Radio nerditry: looks like another good weekend (at least in the mid-Atlantic region) kicking off for the shortwave pirates. Radio Mix International with a booming signal here on 6950 kHz USB.

The shortwave pirates are an odd and enduring phenomenon that predates social media and the Internet. They operate intermittent, illegal broadcast stations with potentially wide reach (regional to global), but on frequency bands that most people aren’t equipped to receive. The authorities (in the US, lately) largely ignore them.

The urge to scream into the void is a strong one.

Most of the shortwave pirates on the air these days focus on fairly pedestrian, conventional music programming, but every now and then you find something truly weird and original. That’s what I look for.
@mattblaze - I have a very fond memory of finding Over the Edge (live improv by Negativland) on KPFA’s Central Valley repeater in 1992 at 3am when my ‘72 Valliant gave up the ghost 30 mi North of Coalinga. Something to keep me entertained until assistance came.

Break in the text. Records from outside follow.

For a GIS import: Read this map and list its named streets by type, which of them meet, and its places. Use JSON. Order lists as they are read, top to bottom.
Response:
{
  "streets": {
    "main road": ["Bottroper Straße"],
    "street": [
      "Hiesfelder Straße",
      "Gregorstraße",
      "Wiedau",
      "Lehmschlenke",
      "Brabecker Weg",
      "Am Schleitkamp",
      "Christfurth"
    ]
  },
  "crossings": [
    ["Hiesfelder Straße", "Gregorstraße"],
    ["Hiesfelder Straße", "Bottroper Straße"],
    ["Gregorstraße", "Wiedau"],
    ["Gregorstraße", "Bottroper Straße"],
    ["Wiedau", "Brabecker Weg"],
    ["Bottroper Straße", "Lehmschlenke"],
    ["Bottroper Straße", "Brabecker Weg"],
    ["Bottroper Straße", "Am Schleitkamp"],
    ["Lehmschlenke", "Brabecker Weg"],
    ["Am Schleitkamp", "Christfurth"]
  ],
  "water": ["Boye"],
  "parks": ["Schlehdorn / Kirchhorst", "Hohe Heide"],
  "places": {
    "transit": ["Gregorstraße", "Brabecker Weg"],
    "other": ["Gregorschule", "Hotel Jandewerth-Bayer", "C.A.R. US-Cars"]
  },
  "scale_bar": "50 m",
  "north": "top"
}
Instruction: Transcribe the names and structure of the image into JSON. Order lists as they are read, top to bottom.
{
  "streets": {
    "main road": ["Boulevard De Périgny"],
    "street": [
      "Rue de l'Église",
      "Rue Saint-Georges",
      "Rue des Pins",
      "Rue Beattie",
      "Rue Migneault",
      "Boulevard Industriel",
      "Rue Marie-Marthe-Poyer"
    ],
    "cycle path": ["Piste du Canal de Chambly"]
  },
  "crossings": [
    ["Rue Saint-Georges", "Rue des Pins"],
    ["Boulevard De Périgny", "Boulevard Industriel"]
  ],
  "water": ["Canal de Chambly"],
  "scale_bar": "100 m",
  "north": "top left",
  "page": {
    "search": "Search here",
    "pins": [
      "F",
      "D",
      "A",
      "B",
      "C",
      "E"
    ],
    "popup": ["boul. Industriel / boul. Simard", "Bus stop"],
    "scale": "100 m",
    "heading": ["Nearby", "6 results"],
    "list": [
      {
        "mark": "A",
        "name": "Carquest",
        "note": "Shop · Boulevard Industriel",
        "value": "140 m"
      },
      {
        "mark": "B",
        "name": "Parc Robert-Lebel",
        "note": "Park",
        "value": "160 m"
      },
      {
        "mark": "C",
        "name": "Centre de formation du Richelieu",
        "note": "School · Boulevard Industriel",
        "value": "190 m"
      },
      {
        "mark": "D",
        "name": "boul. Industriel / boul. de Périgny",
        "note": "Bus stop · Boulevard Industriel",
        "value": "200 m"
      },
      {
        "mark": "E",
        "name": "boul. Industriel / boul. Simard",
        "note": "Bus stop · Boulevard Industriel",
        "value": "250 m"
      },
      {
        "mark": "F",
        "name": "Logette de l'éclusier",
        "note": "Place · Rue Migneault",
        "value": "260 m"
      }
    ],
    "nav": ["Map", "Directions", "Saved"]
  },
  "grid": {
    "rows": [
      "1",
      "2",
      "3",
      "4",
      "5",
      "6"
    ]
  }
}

@mattblaze Oh god yes. I still play around with the Zenith Trans Oceanic that my dad bout in the early 70's. We lived in the then Yugoslavia from 1976 and 1980 and listened to the BBC, Voice of America and what I know understand to have been a number station.

There also was this one station that I cannot remember the freq. but it basically had a pulse tone then would break into this monotone "at the tone coordinated universal time is....." BEEEP!!!! then the regular pulsed tone would continue

@cvvhrn that would be either NIST’s (formerly NBS’s) WWV on 2.5, 5, 10, 15 and 20 MHz, or Industry Canada’s CHU, on 3.330 and 7.850 MHz.
@cvvhrn I also have a Transoceanic Royal 7000. Beast of a “portable radio” at > 15lbs without batteries! Fun fact: it was the prop radio on which Jennings received their numbers broadcasts from Moscow Center in season one of The Americans.
@mattblaze Thanks for the nerditry! It helped inspire me to get a ham license this week (skipped into general)! Next step, equipment.